История с «рубашечкой Георгия» и прежде выглядела странно: на экспертизу в ГИМ экспонат был отправлен только в 1944 году (через десять лет после раскопок Варганова!) и представлял собой клубок из металлических шнурков и тесемок, из которого «реконструировали» на современной материальной основе «рубашечку». Иначе говоря, вещь скорее сфабриковали, нежели восстановили. Из письма самого Варганова известно, что в ГИМе часть сотрудников первоначально склонялась датировать «рубашечку» XVII веком. Аргументы, приложенные к ее окончательной датировке, выглядят невнятно: специалист ГИМ Е. С. Видонова сравнила остатки «рубашечки» с тремя рубашками XVII века из фондов ГИМ и сделала вывод: «Более плотная шелковая тафта, нарядные и в то же время строгие серебряные украшения, тонкая и сложная техника шитья и другие признаки позволяют отнести рубашку к более раннему времени — к XVI в. и скорее к его первой половине». Вот так резюме! Не имея ни одной рубашки XVI столетия для сравнения, Е. С. Видонова сопоставляла предмет неизвестного времени с материалом XVII века и, повинуясь бог весть какой логике, утверждает: раз одеяние сделано наряднее, строже, тоньше и сложнее, значит, XVI век! А к XVII столетию, вероятно, люди разучились так шить и стали делать рубашки скромнее, грубее и проще…
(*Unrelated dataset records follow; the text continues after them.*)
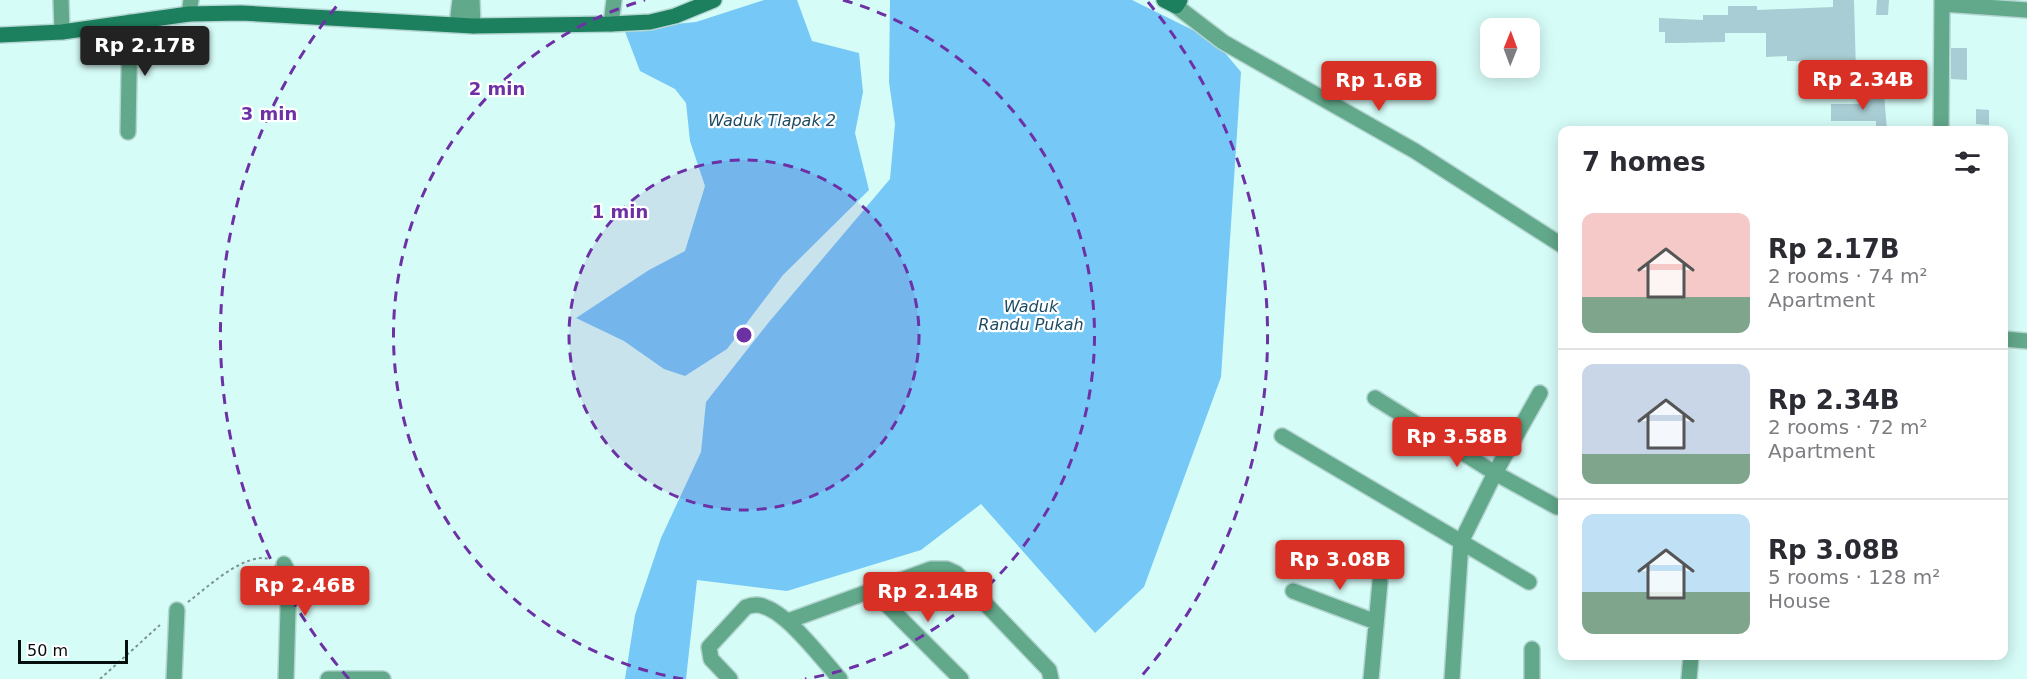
<!DOCTYPE html>
<meta charset="utf-8">
<style>
:root{--surface:#fff;--page:#f7f7f7;--text:#2b2b33;--muted:#7c7c81;--line:#e1e1e2;--accent:#d93025}
body{margin:0;font-family:"DejaVu Sans",sans-serif;background:var(--page);color:var(--text);height:100vh;display:flex;flex-direction:column;font-size:22px;white-space:nowrap}
*{box-sizing:border-box;margin:0}
p{font-size:20px;color:var(--muted)}
.icon{flex:none;width:33px;height:33px;fill:none;stroke:currentColor;stroke-width:2;stroke-linecap:round;stroke-linejoin:round}
.map{position:relative;flex:1;overflow:hidden}
.side{position:absolute;left:1558px;top:126px;width:450px;height:534px;display:flex;flex-direction:column;background:var(--surface);border-radius:12px;box-shadow:0 3px 15px #0003}
.side>*{flex:none}
.needle{width:39px;rotate:1deg}
.buttons{position:absolute;left:1480px;top:18px;display:grid;gap:12px}
.buttons a{display:grid;place-items:center;width:60px;height:60px;border-radius:12px;background:var(--surface);box-shadow:0 3px 15px #0003;font-size:30px}
.scale{position:absolute;left:18px;bottom:15px;width:110px;box-sizing:border-box;padding-left:6px;border:3px solid #030e0d;border-top:0;font-size:16px;line-height:21px;white-space:nowrap;color:#030e0d;-webkit-text-stroke:4px #fff;paint-order:stroke}
.price{position:absolute;translate:-50% -51px;padding:0 14px;border-radius:6px;background:var(--accent);color:#fff;font-size:20px;line-height:39px;filter:drop-shadow(0 2px 3px #0008)}
.price::after{content:'';position:absolute;left:50%;top:36px;width:18px;height:14px;margin-left:-9px;background:inherit;clip-path:polygon(0 0,100% 0,50% 100%)}
.price.active{background:#222;color:#fff}
ul{padding:0;list-style:none}
li{display:flex;align-items:center;gap:18px;height:150px;padding:0 24px}
li+li{border-top:2px solid var(--line)}
li span{display:grid;place-items:center;flex:none;width:168px;height:120px;border-radius:12px;color:#555}
li>.icon{margin-inline-start:auto}
span .icon{width:72px;height:72px;fill:#fffc;stroke-width:1}
li b{font-size:26px}
h2{display:flex;justify-content:space-between;align-items:center;height:72px;padding:0 24px;font-size:26px}
.map>svg:first-child{display:block}
.water{fill:#76c8f6}
.building{fill:#a9cdd4}
.lines{fill:none;stroke-linecap:round;stroke-linejoin:round}
.minor-casing{stroke:#b4d6d2;stroke-width:18}
.secondary-casing{stroke:#b4d6d2;stroke-width:18}
.path{stroke:#7a9491;stroke-width:2;stroke-dasharray:3 3;stroke-linecap:butt}
.minor{stroke:#62a88a;stroke-width:15}
.secondary{stroke:#1c7f5d;stroke-width:15}
.ring{fill:none;stroke:#6d31a6;stroke-width:3;stroke-dasharray:10 8}
.labels{text-anchor:middle;dominant-baseline:central;stroke-width:4.5;stroke-linejoin:round;paint-order:stroke}
.water-label{font-size:16px;font-style:italic;fill:#1d4b63;stroke:#fff}
.centre{fill:#6d31a6;stroke:#fff;stroke-width:3}
.ring-label{font-size:18px;text-anchor:middle;font-weight:bold;fill:#6d31a6;stroke:#fff;stroke-width:4.5;stroke-linejoin:round;paint-order:stroke}
</style>
<div class="map">
<svg width="2027" height="679" viewBox="0 0 2027 679">
<rect width="100%" height="100%" fill="#d6fcf7"/>
<path class="water" d="M764,0H797L812,41L859,53L863,92L855,133L869,190L783,275L727,349L685,376L664,369L624,341L576,318L649,270L685,251L705,186L690,141L686,103L675,89L640,71L624,29L696,22Z
M890,0H1132L1215,41L1241,72L1221,377L1144,587L1095,633L981,504L921,550L787,591L697,580L686,679H625L635,615L661,538L701,452L706,402L769,322L890,179L895,124L889,82Z"/>
<path class="building" d="M1833,0H1854L1856,72L1835,73V62L1787,61V56L1766,57V33H1725V42L1678,43H1665V32H1659V18L1703,20V15H1728V6H1757V10L1833,7Z
M1877,0H1889L1888,15H1876Z
M1951,48H1967V80L1951,79Z
M1862,94H1884L1887,130H1876V121H1831V104H1862Z
M1976,109L1989,110V125L1976,124Z"/>
<g class="lines">
<g class="minor-casing">
<path id="minor" d="M61,0L62,32
M472,0L473,26
M1942,4L2027,10
M1176,6L1223,42L1415,151L1563,246
M189,14L191,0
M457,24L460,0
M611,24L614,0
M1941,130L1942,0
M128,132L130,22
M2004,339L2027,341
M1375,398L1495,473L1557,507
M1282,436L1529,582
M284,564L289,574L286,679
M872,590L961,679
M1293,591L1376,622
M788,621L931,569H947L956,573L1049,670L1051,679
M174,679L177,610
M328,679H383
M730,679L711,659L709,647L746,607C752,605 759,604 765,607C789,615 822,659 840,679
M1371,679L1380,582
M1452,679L1461,542L1495,473L1540,393
M1532,679V649
M1689,679L1691,656"/>
</g>
<g class="secondary-casing">
<path id="secondary" d="M1164,0L1176,6L1180,0
M0,35L62,32L189,14L241,13L473,26L611,24L650,22L675,16L714,0"/>
</g>
<path class="path" d="M188,602C208,587 244,552 270,559
M100,679L160,625"/>
<use href="#minor" class="minor"/>
<use href="#secondary" class="secondary"/>
</g>
<circle cx="744" cy="335" r="175" fill="#6d31a6" fill-opacity=".12"/>
<g class="ring">
<circle cx="744" cy="335" r="175"/>
<path d="M683 679A349 349 0 0 1 645 0M843 0A349 349 0 0 1 805 679"/>
<path d="M349 679A524 524 0 0 1 340 2M1148 2A524 524 0 0 1 1139 679"/>
</g>
<g class="labels">
<g class="water-label">
<text x="772" y="120">Waduk Tlapak 2</text>
<text x="1031" y="306">Waduk<tspan x="1031" dy="18">Randu Pukah</tspan></text>
</g>
</g>
<circle cx="744" cy="335" r="9" class="centre"/>
<g class="ring-label">
<text x="497" y="95">2 min</text>
<text x="269" y="120">3 min</text>
<text x="620" y="218">1 min</text>
</g>
</svg>
<div class="buttons">
<a><svg class="needle" viewBox="-14 -14 28 28"><path d="M0-13l5 13h-10z" fill="#e53935"/><path d="M0 13l5-13h-10z" fill="#7c7c81"/></svg></a>
</div>
<div class="scale">50 m</div>
<b class="price active" style="left:145px;top:77px">Rp 2.17B</b>
<b class="price" style="left:1863px;top:111px">Rp 2.34B</b>
<b class="price" style="left:1379px;top:112px">Rp 1.6B</b>
<b class="price" style="left:1457px;top:468px">Rp 3.58B</b>
<b class="price" style="left:1340px;top:591px">Rp 3.08B</b>
<b class="price" style="left:305px;top:617px">Rp 2.46B</b>
<b class="price" style="left:928px;top:623px">Rp 2.14B</b>
<section class="side">
<h2>7 homes<svg class="icon" aria-label="filters" viewBox="0 0 24 24"><path d="M4 7h16M4 17h16"/><circle cx="9" cy="7" r="2"/><circle cx="15" cy="17" r="2"/></svg></h2>
<ul>
<li><span style="background:linear-gradient(#f6c9c9 70%,#7fa58c 0)"><svg class="icon" aria-label="home" viewBox="0 0 24 24"><path d="M3 11l9-7 9 7M6 9v11h12V9"/></svg></span><div><b>Rp 2.17B</b><p>2 rooms · 74 m²</p><p>Apartment</p></div></li>
<li><span style="background:linear-gradient(#c9d6e8 75%,#7fa58c 0)"><svg class="icon" aria-label="home" viewBox="0 0 24 24"><path d="M3 11l9-7 9 7M6 9v11h12V9"/></svg></span><div><b>Rp 2.34B</b><p>2 rooms · 72 m²</p><p>Apartment</p></div></li>
<li><span style="background:linear-gradient(#bfe0f5 65%,#7fa58c 0)"><svg class="icon" aria-label="home" viewBox="0 0 24 24"><path d="M3 11l9-7 9 7M6 9v11h12V9"/></svg></span><div><b>Rp 3.08B</b><p>5 rooms · 128 m²</p><p>House</p></div></li>
</ul>
</section>
</div>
Или, может быть, ком металлического шитья, попавший в ГИМ, относится к XVII или XVIII столетию? Сравнивая несколько разнородных вещей, столь определенные выводы делать просто легкомысленно.
К настоящему же времени вся история этой находки утратила научное основание.
Остается приложить к фактам здравый смысл. Крайне маловероятно рождение сына после двух десятилетий бесплодного брака. Еще менее вероятно сохранение в тайне самого факта рождения (и воспитания!) ребенка в женском монастыре. Невозможно мотивировать отказ Василия III от желанного наследника, ведь во втором браке сын у него родится лишь несколько лет спустя — в 1530 году! Исключительно трудно представить себе способ, с помощью которого инокиня скрыла мальчика от московской комиссии. Если бы версия Герберштейна о гордых словах Соломонии-Софии, брошенных главе следствия, была верна хоть на золотник, то Покровскую обитель и весь Суздаль, наверное, перерыли бы от подвалов до чердаков, а сама женщина закончила бы свои дни в месте куда менее приемлемом, чем богатый аристократический монастырь.
И уж совсем ничем не подкрепленные байки — связь между мифическим Георгием и атаманом Кудеяром. Эта версия пригодна только для «альтернативной истории».
Монахиня София скончалась в Покровском монастыре в 1542 году. Она оставила добрую память как человек глубокой веры. Известно, что княгиня-инокиня сама выкопала колодец для нужд обители. Монастырская традиция сообщает о многочисленных чудесах, совершавшихся у гроба Софии. Особое почитание ее началось еще в XVI столетии, а в середине XVII века состоялось ее прославление в лике святых. Со времен петровских преобразований и на протяжении синодального периода ее почитание оказалось под запретом. Но оно возобновилось в 90-х годах XX века.
Наконец, 27 марта 2007 года патриарх Алексий II повелел внести имя преподобной Софии Суздальской в месяцеслов Русской православной церкви. Таким образом, эта старинная святая обретала общерусское почитание.
РОЖДЕНИЕ НАСЛЕДНИКА
А сейчас имеет смысл, отрешившись от печальной судьбы Соломонии Сабуровой, вернуться к новому семейству Василия Ивановича.
Итак, в 1530 году у великого князя московского Василия III родился первенец, названный Иваном. В 1532 году появился на свет второй сын — Юрий, единокровный брат Ивана Васильевича. Он, очевидно, страдал каким-то наследственным заболеванием, поскольку летопись говорит о нем: «несмыслен и прост». Никакой роли в судьбе старшего брата и в делах правления он не сыграл.
Василий III ко времени рождения первенца был уже человеком немолодым. Он с необыкновенным вниманием заботился об отпрысках, но недолго пробыл с ними. После мучительной болезни великий князь скончался в декабре 1533 года. Тогда старшему сыну шел четвертый год.
Вряд ли память его сохранила сколько-нибудь обширные воспоминания о родителе. Да и научить его хотя бы азам державной науки великий князь Василий Иванович не мог. Выстраивая образ отца перед мысленным взором, мальчик, скорее всего, пользовался словами матери, ее родни, а позднее — повествованиями старых вельмож, служивших когда-то Василию III.